In December 1937, locomotive #3461 set a world record for the longest single run by a steam locomotive by completing the 2,227 miles (3,584 km) from Los Angeles, California to Chicago without maintenance other than five refuelling stops en route, hauling Train #8, the Fast Mail Express. An average speed of 45 mph (72 km/h) was attained, including stops; maximum speed during the run was 90 mph (140 km/h). During steeply graded portions of the run it was, of course, assisted by helper locomotives. Such long distance runs were a goal of railway operating departments, enabling a reduction in locomotive numbers and through increased locomotive utilization, reduce overall costs.


The first locomotive, #3460, was built streamlined; painted light, robin's egg blue and silver, it became known as the "Blue Goose". It was the Santa Fe's only streamlined steam locomotive, featuring extensively in railroad publicity and was a railfan favorite.

Locomotive #3461 was fitted with a streamlined "skyline" casing along the top of the boiler, encasing stack and domes, in an experiment to see if it helped clear smoke away from the locomotive. It was not retained. All of the locomotives otherwise had a Santa Fe-style telescoping stack extension fitted, which elongated the stack to clear smoke better and could be lowered to pass under low bridges and tunnels.

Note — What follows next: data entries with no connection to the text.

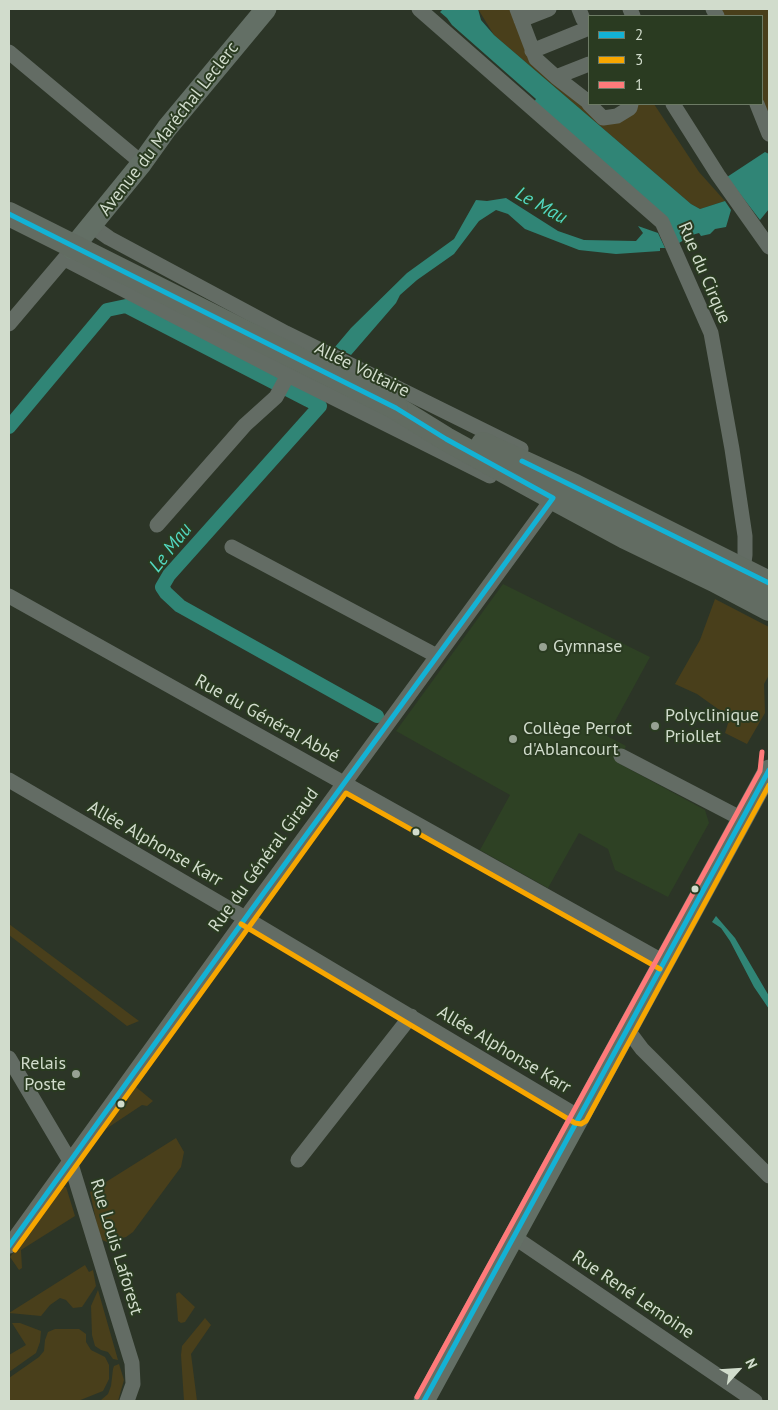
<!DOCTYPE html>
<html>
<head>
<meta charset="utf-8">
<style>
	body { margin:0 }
	#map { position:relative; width:778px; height:1410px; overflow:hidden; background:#2c3527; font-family:"PT Sans",sans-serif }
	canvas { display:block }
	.frame { position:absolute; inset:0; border:10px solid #d1dccc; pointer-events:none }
	.legend { position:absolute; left:588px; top:15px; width:175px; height:90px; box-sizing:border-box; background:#2a3b21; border:1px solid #6d7b65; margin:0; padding:6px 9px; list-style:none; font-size:15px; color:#d1dccc }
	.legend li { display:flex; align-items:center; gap:10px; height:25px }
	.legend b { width:25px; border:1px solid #6d7b65 }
	.north { position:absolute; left:713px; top:1345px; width:50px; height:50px; -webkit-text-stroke:4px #2a3b21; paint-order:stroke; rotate:64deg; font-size:14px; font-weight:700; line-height:20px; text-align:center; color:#d1dccc }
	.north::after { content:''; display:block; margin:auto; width:18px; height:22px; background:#d1dccc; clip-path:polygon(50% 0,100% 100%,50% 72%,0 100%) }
</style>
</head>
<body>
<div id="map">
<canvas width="778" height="1410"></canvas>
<div class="frame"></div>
<ul class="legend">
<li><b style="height:6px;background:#13b2d5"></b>2</li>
<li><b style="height:6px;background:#f7a600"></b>3</li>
<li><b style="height:6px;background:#ff7a7a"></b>1</li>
</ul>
<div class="north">N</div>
</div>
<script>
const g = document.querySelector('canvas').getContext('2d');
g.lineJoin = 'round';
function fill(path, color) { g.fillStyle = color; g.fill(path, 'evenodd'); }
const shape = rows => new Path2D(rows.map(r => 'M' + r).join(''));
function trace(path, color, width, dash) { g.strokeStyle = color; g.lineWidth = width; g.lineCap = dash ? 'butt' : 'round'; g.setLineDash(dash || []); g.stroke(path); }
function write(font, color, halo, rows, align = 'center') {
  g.font = font + ' "PT Sans",sans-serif'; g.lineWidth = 4; g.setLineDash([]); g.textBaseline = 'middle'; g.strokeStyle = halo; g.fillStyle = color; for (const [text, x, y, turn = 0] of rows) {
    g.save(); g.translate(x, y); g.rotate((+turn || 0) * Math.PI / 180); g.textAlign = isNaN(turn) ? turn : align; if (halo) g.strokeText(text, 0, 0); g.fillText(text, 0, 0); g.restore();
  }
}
fill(shape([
	[503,584,650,657,607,736,626,746,618,763,705,810,709,823,668,897,615,870,608,849,579,833,548,888,480,850,510,795,396,731]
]), '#2e4124');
fill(shape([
	[478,9,514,9,526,42,602,121,634,104,654,104,699,172,725,201,700,209,691,204,494,35],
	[712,9,769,9,769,125,762,104,762,16,716,16],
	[715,599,769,627,769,675,764,684,765,713,747,744,725,733,731,714,718,709,697,694,675,684,700,640],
	[9,924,139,1021,127,1026,9,935],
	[136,1087,153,1101,147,1106,142,1105,106,1129,121,1107,123,1108,128,1102,126,1100],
	[176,1138,184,1152,181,1167,133,1232,126,1237,107,1242,100,1239,90,1192],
	[63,1187,66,1187,67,1190,75,1216,21,1250,22,1268,19,1270,10,1257],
	[85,1265,89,1272,93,1270,96,1286,82,1307,73,1308,66,1300,60,1298,50,1305,41,1316,9,1313],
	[98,1290,118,1360,113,1359,108,1352,101,1350,95,1346,92,1335,91,1306],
	[179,1292,195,1307,185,1322,181,1323,178,1321,176,1294],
	[205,1318,211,1325,191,1354,197,1401,184,1401,181,1355,182,1346],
	[12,1323,20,1323,41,1331,40,1342,36,1353,9,1372,9,1355,26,1345],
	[55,1329,79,1329,86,1334,86,1342,91,1350,105,1357,109,1365,109,1379,103,1391,78,1401,11,1401,9,1399,9,1378,39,1357,44,1351,45,1340,48,1332],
	[119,1364,124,1380,118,1401,96,1401,101,1400,108,1394,111,1386,113,1369,114,1366]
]), '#493f1b');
fill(shape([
	[443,9,478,9,481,20,494,35,691,204,700,209,725,201,731,210,726,227,715,229,710,234,701,236,699,233,692,235,679,243,534,102,536,99,452,25,447,18,440,12],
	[765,152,769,154,769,209,760,220,727,177],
	[506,198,558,231,584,240,636,241,643,233,638,226,658,233,665,248,660,248,660,251,616,254,579,250,525,229,508,214,496,210,479,221,454,254,417,280,400,295,396,303,351,355,335,347,351,328,407,273,454,239,476,200,487,201],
	[716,916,735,938,769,996,769,1009,754,987,730,941,721,928,712,922]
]), '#308576');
trace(shape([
	[313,393,308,400,320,406,169,575,162,587,166,593,180,606,377,716],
	[9,427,107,310,126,306,308,400]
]), '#308576', 14);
trace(shape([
	[419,9,662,222,711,333,732,449,745,536,745,555,743,570],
	[517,9,536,59,556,77,587,101,589,100],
	[579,9,583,19,589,25],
	[630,9,633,16],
	[713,9,717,16],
	[521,20,549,9],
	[532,51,589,28],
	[9,52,142,163],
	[556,77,589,64],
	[589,104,603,118,617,116,630,108,631,104],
	[673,104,718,175,769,247],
	[757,104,769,134],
	[92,226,109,238,286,333,521,449],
	[65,259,288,375,490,476],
	[9,324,70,252],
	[157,525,245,425,276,397,288,375],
	[232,547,437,656],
	[9,596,664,962],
	[621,756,742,819],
	[9,780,245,918,579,1117],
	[627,1029,642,1049,769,1176],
	[9,1058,70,1161,132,1363,133,1384,127,1401],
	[298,1160,411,1016],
	[514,1237,755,1401],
	[9,1246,252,909,553,498,544,496]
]), '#636c64', 15);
trace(shape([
	[72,249,142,163,167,128,266,9],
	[424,1401,769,770]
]), '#636f65', 21);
trace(shape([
	[396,408,446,439,553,498,625,537,714,580,769,609],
	[483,444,575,486,769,583]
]), '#626c62', 24);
trace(shape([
	[9,214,396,408]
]), '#626c62', 24);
trace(shape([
	[9,214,396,408,446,439,553,498,252,909,9,1246],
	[522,461,769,583],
	[424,1401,769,770]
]), '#13b2d5', 5);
trace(shape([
	[241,924,575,1123,581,1124,586,1121,769,785],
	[15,1250,346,793,660,969]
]), '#f7a600', 5);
trace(shape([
	[417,1397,760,771,762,752]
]), '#ff7a7a', 5);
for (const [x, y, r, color] of [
	[543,647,5,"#97a292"],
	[655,726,5,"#97a292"],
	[513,739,5,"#97a292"],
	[416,832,4.5,"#d1dccc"],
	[695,889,4.5,"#d1dccc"],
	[76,1074,5,"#97a292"],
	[121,1104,4.5,"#d1dccc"]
]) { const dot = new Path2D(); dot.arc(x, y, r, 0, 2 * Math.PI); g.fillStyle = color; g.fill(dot); trace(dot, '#2a3b21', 2); }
write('18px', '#d1dccc', '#2a3b21', [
	["Avenue du Maréchal Leclerc",169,129,-52],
	["Rue du Cirque",704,273,67],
	["Allée Voltaire",362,370,26],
	["Rue du Général Abbé",267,719,29],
	["Allée Alphonse Karr",155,844,30],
	["Rue du Général Giraud",264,860,-54],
	["Allée Alphonse Karr",504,1050,31],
	["Rue Louis Laforest",116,1247,73],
	["Rue René Lemoine",633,1295,34]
]);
write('18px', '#d1dccc', '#2a3b21', [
	["Gymnase",553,647],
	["Polyclinique",665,716],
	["Priollet",665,737],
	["Collège Perrot",523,729],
	["d'Ablancourt",523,750],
	["Relais",66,1064,"right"],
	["Poste",66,1085,"right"]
], 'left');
write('italic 19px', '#53d8c1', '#2a3b21', [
	["Le Mau",541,206,29],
	["Le Mau",171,548,-52]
]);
</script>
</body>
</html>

The 3460 class 4-6-4s, the 3765 class 4-8-4s, and the 5001 class 2-10-4s were designed and ordered around the same time and had much in common in their designs; in addition, they used the same six-axle tender design. The classes together were often called the "Big Three".

Only one of this class survives, #3463, on static display on the grounds to the Southeast of the Kansas Expocentre in Topeka, Kansas.